Concentrating U235

The most common type of nuclear power generating reactor, light water reactors, require concentrations of between 3% -5% of the fissile isotope U235. Natural uranium contains only 0.7% U235. Therefore, most commercial nuclear power reactors require enriched uranium as their fuel.

Because the isotope U238 is slightly heavier than U235, the two can be separated. This is accomplished through physical processes called enrichment that concentrates the U235 isotope.

There are two enrichment methods used at a commercial scale today; gaseous diffusion and centrifuge. Laser enrichment, a promising new technology, is being developed in the U.S.

Gaseous diffusion

Gaseous diffusion method of enrichment
Gaseous diffusion method of enrichment
Image credit: NEI

Once heated to a gaseous state, the UF6 is fed into the plant's cascades to be enriched. The gas is forced through membranes with microscopic openings. Because the U235. is lighter, it moves through the barriers more easily.

As the gas moves, the two isotopes are separated, increasing the U235. concentration to the desired level and decreasing the concentration of U238..

Gaseous diffusion requires large amounts of electricity to achieve the enrichment levels required for reactor use. As a result, it has been largely phased out.

Only two countries have used this process on any significant scale over the past few years. The Georges Besse 1 gaseous diffusion plant in France shut down permanently in mid-2012. The only other major diffusion plant that is still operating, located in Paducah, KY, is scheduled to close in mid-2013.

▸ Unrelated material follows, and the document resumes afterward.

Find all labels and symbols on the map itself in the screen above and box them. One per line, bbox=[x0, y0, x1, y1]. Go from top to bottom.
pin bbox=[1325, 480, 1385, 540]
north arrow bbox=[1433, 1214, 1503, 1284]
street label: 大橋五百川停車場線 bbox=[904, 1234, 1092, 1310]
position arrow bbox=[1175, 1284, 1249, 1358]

Many centrifuges, like this illustration, are connected together in a cascade.
Image credit: NEI

In this enrichment process, gaseous UF6 is pumped into a centrifuge (a cylindrical container that spins the UF6 at high speeds). Centrifugal force pushes the heavier U238 particles to the outside of the centrifuge. The lighter U235 particles concentrate at the centre.

A number of centrifuges are connected together in an arrangement known as a cascade. As the UF6 passes through successive cascades, the concentration of U235 gradually increases.

Enrichment using centrifuge technology requires little energy, giving this method a significant cost advantage. Centrifuge enrichment requires only about 2% of the energy needed for gaseous diffusion.

Large commercial centrifuge enrichment plants are in operation in France, Germany, Netherlands, the U.K., the U.S.A., and Russia, with smaller plants elsewhere.

After enrichment

Enrichment produces two streams of UF6 one with elevated concentrations of U235 to be used as reactor fuel and the left-over tailings with low levels of U235 and higher levels of U238.

Before the enriched UF6 can be used in light water reactors, it is chemically transformed back into UO2 powder which can then be processed into pellets in the manufacturing process.

The tailings are collected as a by-product commonly known as DUF6 (an acronym for depleted UF6). It is often referred to as "depleted tails" or "depleted uranium” because it contains low amounts of U235.

Because 99.3% of natural uranium consists of U238 isotopes, large quantities of DUF6 are produced during the enrichment process. These tailings are stored and managed in secure, air-tight cylinders on the enrichment facilities’ sites.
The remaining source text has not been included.